Национальная политика

Леонид Школьный
Сегодня это выражение уж больно стало расхожим. Особенно у президентов и президентиков, рассыпавшихся, будто бильярдные шары, от Борисовых барабанов, братских княжеств Могучего и Нерушимого. Ну да Бог нам судья. И это пройдёт.

А вот в отношении малых народов и народностей, национальную политику молодое рабоче- крестьянское государство начало строить вскоре после образования, назвав её Ленинской. В чём лично я очень сомневаюсь. Ещё и Черномырдина не было, а получилось, как всегда.

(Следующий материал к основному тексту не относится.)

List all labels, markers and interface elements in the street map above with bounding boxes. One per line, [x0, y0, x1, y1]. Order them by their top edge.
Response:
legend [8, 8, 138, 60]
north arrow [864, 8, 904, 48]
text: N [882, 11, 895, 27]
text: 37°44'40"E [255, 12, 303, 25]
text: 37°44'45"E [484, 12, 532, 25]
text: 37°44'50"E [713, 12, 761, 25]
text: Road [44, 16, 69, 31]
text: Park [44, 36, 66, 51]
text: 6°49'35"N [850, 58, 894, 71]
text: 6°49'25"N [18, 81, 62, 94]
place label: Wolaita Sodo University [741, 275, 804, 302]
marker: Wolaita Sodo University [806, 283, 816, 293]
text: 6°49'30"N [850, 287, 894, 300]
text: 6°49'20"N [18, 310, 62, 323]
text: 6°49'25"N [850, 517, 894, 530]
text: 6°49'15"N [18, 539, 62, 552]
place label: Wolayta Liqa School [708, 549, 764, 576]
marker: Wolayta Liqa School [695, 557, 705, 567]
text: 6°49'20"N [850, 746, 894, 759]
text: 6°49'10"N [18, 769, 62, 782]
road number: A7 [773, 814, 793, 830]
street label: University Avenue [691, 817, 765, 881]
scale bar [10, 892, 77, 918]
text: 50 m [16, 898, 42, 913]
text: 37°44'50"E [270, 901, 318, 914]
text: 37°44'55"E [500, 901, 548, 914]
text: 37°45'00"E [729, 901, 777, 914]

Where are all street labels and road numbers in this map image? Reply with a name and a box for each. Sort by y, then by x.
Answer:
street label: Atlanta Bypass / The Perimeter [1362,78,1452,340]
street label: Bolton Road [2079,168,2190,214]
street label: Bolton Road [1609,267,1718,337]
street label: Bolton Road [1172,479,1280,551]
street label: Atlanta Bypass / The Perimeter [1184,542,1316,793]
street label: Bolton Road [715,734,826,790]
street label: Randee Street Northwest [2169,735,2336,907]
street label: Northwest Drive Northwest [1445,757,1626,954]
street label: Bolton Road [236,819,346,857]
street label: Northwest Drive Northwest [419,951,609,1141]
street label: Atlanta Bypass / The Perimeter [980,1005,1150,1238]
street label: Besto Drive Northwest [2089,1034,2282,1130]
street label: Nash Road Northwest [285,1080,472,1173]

Чукчей, к примеру, наверное, просто забыли спросить – какая им нравится национальная политика. Хотят ли они, что бы их таким образом цивилизовали – раз и в Европу. Переодеть из кухлянок в синтетику, обуть в резину вместо лёгких торбасов.

Построили в чукотских посёлках оленеводам рубленые дома, завезли кровати с сетками, мебель дачную. Внутри штукатурка-побелка – любо дорого глядеть. Только ведь оленевод, он весь год в тундре, при оленях. А в село – так, на побывку, или на забой оленей, если от посёлка близко.

Вот и наезжают чукчи целыми семьями в новую красивую рубленную ярангу. Печку, однако, топить надо – давай председатель дрова. Подвёз председатель сырой лиственницы – её ж поколоть надо, да сушнячка б на растопку. Не горят дрова, коптит печь. Не беда – наскребли жильцы сухих веточек, поверх вьюшек комелёк разожгли, чаёк заварили. Кровати шкурами застелили, не дует – хорошо, однако. Чукотторг водки завёз, весело, однако. Забой отпраздновали и назад, в родную тундру, в родную ярангу. Осталось жильё закопчённым, с полами грязными, заваленными мусором и старыми шкурами. И в баньке не попарились, больно уж дело не привычное и хлопотное.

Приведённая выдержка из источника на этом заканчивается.